Google's compact Coralboard runs the Gemma 3 model locally, delivering secure, low-latency generative AI directly to edge devices.

May 28, 2026

Google Unveils Compact Coralboard to Run Generative AI Models Entirely On-Device
Google has taken a significant step toward making generative artificial intelligence ubiquitous by unveiling the Coralboard, a highly compact development board designed to execute advanced AI models entirely on-device[1][2]. Showcased at the Google I/O conference[3], the new hardware platform represents a powerful collaboration between Google Research and Synaptics[3], marking a highly anticipated return of the Coral brand to the forefront of edge computing[1][2]. Unlike traditional single-board computers that rely heavily on cloud servers to handle complex artificial intelligence tasks[1][2], this new board is engineered to host and run Google's lightweight Gemma 3 270M model locally[1][3]. By packaging on-device machine learning capabilities into a small, energy-efficient form factor, Google aims to democratize access to edge AI, enabling developers to build smarter, faster, and highly private applications without the latency or costs associated with cloud infrastructure[1][4][2].
At the heart of the Coralboard is a sophisticated hardware architecture tailored specifically for neural network acceleration[1]. The device is powered by the Synaptics Astra SL2619 System-on-Chip, which features an integrated Coral Neural Processing Unit capable of delivering 1 TOPS of computing power[1][2]. While 1 TOPS of computing power may seem modest compared to the massive performance scales of data-center graphics processing units, the board's software stack is meticulously optimized to maximize every ounce of silicon efficiency[1]. Utilizing the open-source, machine learning intermediate representation-based Synaptics Torq toolchain[3], the board can map complex attention matrices directly onto the hardware's multiply-accumulate blocks, which are the fundamental arithmetic units performing neural network operations[1]. Backed by 2 gigabytes of random-access memory[1][5] and running the lightweight Yocto Linux operating system[6], this hardware-software synergy allows the platform to achieve sub-second latencies and highly coherent responses during active inference, setting a new benchmark for low-power edge performance[1].
The computational efficiency of the Coralboard is heavily supported by the architectural breakthroughs of the Gemma 3 270M model[1]. As the smallest offering in the Gemma 3 family developed by Google DeepMind, this model boasts 270 million parameters[1][7]. To fit within the constraints of a low-cost, compact edge device, the model is compressed using aggressive 4-bit quantization techniques, which reduces its overall memory footprint to a mere 200 megabytes[1]. This allows the model to reside comfortably within the board's onboard memory while retaining surprising capabilities in language understanding, reasoning, and context processing[1][8]. By employing highly sophisticated design choices like hybrid attention patterns, where sliding window attention is alternated with global attention layers, the Gemma 3 architecture minimizes memory cache requirements without compromising the model's overall intelligence[7]. This synergy between extreme model compression and targeted silicon design demonstrates that sophisticated language capabilities no longer require massive server farms[1][7].

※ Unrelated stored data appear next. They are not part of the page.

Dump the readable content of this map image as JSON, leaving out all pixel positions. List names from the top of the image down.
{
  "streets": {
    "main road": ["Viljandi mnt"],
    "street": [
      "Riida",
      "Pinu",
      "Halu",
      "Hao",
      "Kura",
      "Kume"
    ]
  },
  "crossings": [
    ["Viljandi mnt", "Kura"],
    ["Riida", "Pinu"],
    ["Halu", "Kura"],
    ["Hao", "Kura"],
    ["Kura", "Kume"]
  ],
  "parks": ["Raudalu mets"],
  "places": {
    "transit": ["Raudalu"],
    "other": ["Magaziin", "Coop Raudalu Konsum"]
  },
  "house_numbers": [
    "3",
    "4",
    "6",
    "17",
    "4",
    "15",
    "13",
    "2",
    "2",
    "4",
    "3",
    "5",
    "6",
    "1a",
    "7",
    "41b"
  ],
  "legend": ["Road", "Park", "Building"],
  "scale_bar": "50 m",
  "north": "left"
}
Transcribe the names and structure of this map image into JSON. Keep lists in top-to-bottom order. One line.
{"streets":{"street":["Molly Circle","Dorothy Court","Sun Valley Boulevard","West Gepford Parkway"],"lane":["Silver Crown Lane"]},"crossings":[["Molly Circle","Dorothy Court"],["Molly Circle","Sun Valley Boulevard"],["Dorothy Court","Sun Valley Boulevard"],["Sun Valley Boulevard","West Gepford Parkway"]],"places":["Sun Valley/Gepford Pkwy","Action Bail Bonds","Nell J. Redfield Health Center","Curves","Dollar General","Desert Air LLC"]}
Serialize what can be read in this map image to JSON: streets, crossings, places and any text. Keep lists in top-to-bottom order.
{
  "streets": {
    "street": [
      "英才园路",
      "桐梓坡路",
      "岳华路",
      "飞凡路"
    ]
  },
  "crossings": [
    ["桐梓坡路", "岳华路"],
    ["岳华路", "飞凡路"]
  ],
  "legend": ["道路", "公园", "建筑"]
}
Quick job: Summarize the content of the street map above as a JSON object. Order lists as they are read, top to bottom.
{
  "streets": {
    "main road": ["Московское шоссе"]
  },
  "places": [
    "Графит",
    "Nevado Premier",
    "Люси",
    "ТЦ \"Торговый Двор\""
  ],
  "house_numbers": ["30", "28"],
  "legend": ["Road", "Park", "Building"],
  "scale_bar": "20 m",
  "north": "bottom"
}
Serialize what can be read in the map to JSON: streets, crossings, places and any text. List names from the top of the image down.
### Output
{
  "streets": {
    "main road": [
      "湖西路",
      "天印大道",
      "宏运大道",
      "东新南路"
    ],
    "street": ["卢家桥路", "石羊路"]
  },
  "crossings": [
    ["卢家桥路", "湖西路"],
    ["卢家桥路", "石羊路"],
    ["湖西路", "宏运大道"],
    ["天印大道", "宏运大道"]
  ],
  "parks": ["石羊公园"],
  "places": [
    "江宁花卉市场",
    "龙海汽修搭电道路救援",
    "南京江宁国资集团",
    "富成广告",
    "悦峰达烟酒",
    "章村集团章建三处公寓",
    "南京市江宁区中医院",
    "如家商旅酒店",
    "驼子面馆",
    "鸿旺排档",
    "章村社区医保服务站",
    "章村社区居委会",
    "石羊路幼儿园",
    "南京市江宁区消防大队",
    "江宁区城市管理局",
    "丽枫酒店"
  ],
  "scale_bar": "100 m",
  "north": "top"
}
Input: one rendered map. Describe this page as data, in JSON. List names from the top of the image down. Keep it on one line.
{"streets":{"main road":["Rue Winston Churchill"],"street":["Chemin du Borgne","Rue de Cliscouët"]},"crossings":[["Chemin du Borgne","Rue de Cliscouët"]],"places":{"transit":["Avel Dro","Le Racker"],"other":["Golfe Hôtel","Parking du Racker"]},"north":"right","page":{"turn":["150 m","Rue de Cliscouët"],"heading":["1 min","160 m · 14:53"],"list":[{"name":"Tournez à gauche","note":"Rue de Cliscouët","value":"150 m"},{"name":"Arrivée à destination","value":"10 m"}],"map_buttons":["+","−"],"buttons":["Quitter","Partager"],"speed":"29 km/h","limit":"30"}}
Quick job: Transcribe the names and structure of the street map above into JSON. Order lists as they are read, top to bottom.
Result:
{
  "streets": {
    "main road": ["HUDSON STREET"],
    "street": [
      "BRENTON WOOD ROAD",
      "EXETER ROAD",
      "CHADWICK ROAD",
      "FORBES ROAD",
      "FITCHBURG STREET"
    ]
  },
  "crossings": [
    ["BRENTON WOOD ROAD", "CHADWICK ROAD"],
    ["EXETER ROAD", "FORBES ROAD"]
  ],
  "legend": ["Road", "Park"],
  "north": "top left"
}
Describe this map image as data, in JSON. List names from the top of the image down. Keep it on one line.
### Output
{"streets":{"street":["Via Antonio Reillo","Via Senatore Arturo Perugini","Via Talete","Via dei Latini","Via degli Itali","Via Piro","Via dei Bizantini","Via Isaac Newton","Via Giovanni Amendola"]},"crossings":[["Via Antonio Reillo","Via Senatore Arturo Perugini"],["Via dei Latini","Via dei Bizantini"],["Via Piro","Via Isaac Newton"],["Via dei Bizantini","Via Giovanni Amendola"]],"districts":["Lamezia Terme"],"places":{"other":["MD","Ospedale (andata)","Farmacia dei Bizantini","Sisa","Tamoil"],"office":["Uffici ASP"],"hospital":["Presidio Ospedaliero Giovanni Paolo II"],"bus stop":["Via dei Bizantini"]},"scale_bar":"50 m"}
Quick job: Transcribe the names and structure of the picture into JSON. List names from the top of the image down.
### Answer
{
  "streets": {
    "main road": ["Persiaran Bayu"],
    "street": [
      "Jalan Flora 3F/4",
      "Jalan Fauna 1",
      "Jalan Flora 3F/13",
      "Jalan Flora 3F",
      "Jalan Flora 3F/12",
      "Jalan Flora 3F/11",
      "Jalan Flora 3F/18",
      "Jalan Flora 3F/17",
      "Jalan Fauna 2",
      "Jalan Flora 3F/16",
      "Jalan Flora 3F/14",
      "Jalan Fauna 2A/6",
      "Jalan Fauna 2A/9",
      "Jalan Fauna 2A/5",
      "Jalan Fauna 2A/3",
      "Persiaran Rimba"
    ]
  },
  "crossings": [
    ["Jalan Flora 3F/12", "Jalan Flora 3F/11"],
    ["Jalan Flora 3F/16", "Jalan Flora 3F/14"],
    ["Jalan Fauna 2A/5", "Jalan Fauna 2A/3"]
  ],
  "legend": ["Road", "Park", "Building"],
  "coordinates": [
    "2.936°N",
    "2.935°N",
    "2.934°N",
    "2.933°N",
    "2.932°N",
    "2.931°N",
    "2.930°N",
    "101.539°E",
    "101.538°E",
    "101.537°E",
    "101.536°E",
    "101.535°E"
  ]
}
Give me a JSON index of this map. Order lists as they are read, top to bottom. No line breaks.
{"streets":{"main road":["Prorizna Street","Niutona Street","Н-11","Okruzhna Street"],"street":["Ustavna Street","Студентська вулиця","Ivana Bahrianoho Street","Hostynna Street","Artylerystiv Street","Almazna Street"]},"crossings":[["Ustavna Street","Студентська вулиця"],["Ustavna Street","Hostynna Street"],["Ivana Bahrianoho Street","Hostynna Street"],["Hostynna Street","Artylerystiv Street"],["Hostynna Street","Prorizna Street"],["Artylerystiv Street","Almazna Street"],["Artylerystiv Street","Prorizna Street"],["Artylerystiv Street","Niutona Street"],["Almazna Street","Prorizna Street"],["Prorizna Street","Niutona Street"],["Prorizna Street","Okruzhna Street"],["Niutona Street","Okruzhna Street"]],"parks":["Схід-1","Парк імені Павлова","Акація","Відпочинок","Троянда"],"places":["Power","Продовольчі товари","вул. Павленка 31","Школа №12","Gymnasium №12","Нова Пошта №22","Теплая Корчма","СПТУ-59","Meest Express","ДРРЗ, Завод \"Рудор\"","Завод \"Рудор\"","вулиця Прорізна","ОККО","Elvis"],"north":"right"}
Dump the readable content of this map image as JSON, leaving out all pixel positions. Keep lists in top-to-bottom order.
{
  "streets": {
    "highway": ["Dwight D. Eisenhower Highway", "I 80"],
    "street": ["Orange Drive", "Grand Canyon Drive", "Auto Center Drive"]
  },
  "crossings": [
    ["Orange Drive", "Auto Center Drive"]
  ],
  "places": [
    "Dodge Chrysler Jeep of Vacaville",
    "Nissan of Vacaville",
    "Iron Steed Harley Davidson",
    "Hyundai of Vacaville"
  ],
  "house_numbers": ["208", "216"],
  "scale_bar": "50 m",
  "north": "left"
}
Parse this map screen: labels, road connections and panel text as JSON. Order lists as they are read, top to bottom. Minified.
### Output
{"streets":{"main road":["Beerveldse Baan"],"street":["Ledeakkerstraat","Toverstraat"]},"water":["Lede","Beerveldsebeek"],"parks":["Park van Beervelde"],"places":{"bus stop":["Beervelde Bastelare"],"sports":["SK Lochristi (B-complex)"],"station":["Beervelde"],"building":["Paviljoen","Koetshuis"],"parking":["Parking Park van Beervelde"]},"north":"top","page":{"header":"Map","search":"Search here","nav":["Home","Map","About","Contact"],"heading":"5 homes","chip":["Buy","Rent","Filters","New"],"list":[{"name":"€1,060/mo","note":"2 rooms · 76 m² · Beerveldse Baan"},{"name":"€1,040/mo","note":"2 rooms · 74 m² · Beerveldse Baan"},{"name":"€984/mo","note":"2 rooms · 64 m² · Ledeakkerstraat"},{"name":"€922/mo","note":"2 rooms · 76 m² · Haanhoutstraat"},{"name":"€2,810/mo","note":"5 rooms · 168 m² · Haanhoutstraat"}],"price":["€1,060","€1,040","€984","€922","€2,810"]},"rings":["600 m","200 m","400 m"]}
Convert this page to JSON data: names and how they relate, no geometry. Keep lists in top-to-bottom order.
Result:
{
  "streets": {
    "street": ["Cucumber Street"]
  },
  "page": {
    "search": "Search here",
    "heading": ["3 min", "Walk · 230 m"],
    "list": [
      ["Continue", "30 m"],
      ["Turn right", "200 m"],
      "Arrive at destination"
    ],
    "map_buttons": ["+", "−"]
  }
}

To facilitate rapid prototyping and real-world deployment, the hardware is offered as part of a comprehensive developer kit that includes several specialized accessories[5]. The Google I/O Edition kit features the main board alongside a custom Sensor HAT accessory board, which expands the physical capabilities of the system by adding a high-definition camera module connected via a flex ribbon cable, two onboard microphones, a piezo buzzer for audio output, and several programmable light-emitting diode indicators[5]. During live demonstrations, Google and Synaptics showcased the board executing diverse tasks completely offline, including real-time speech translation and voice-controlled natural language commands capable of adjusting physical hardware components[9]. In an impressive display of multimodal generation, the developers also demonstrated a system that converts real-time visual inputs and ambient sounds into synthetic music using the Google Lyria Realtime engine[9][10]. With integrated industrial-standard expansion slots, including mikroBUS, Qwiic, and high-speed audio connectors, the board is poised to integrate seamlessly into a wide array of smart-home appliances, robotics, and industrial automation systems[5][6].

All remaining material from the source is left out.